At last, the jungle spat me out onto the A.T. No one was there to congratulate me or marvel at my disheveled appearance. I strolled along to the “real” Bunion for lunch, thinking about how sometimes it is best to adventure alone. You come more under the spell of things. But at the same time, at least on that particular day, it seemed a bit lonely, maybe because I had often been there with other people.
Eating my sandwich and my apple, I gazed over at the human ants swarming on the “tourist” Bunion and admired the Class 3 route that I had climbed with Chris, seen here in spiky profile. After a drowsy hour, the warm sun beaming down on my head, it was time to pick myself up and walk back down the A.T. to the jumping-off point for the east fork of Porters Creek. This was where by pure chance the hiking club had come down the day after a tremendous washout.
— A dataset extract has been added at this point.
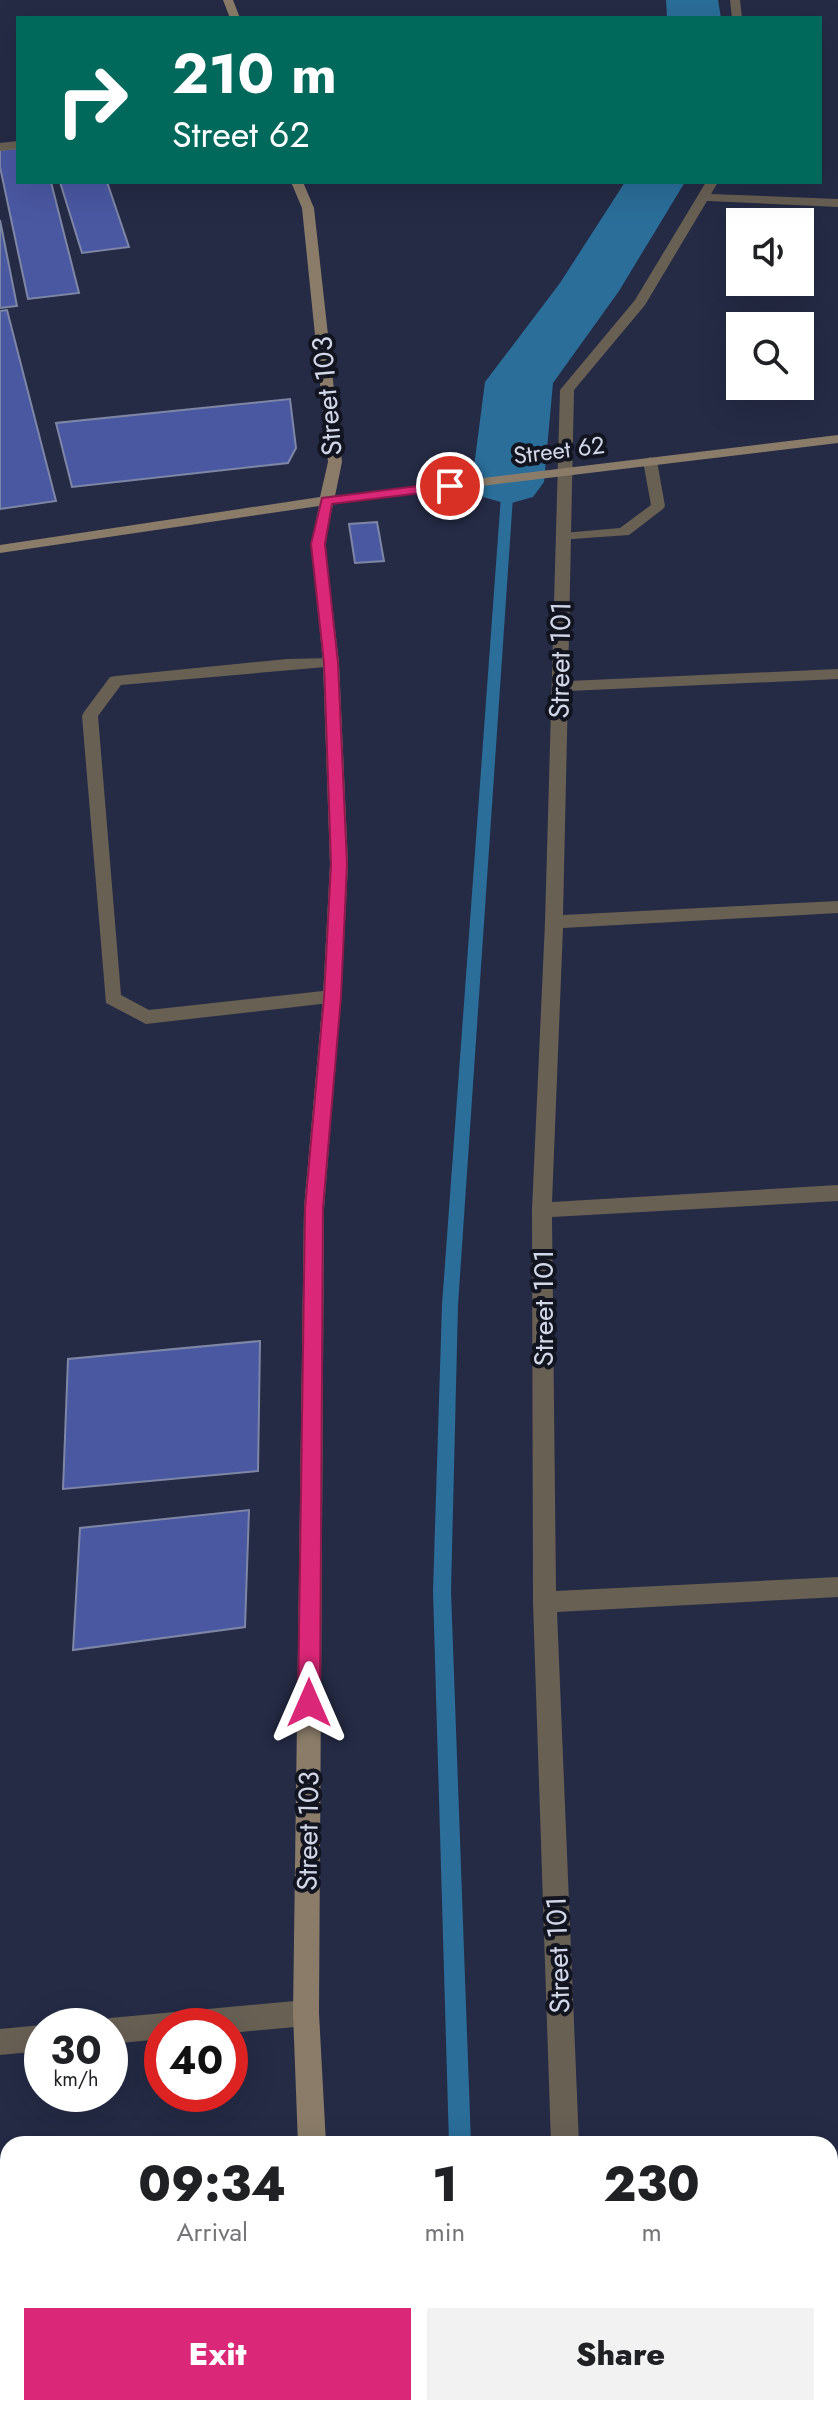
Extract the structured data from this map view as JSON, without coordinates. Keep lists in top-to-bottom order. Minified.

It is always a bit hard even for a dedicated bushwhacker to take those first few steps off the comfort of the trail, a task somewhat harder to do on my own, but off I went.
Down through the steep open hardwoods, footfalls crashing between trees, boulders, vines. Down and down and down. After a bit I saw below me the brightness twinkling between the trees, the openness of the washout.
When I came to the edge of the scar, I was amazed to see how much the place had changed over the course of seven years or so. The vegetation had grown up dramatically. The marks of the flood could still be seen—the chiseled sides of the draw, the heaps of broken rock. But it no longer looked like a wasteland. The green genius of the plant world had been hard at work.
I began to pick my way down the rubble. And then, as I entered the new growth, something pricked my arm, and I realized it was solid blackberries. What the hell! Oh well, at least it was something living and growing.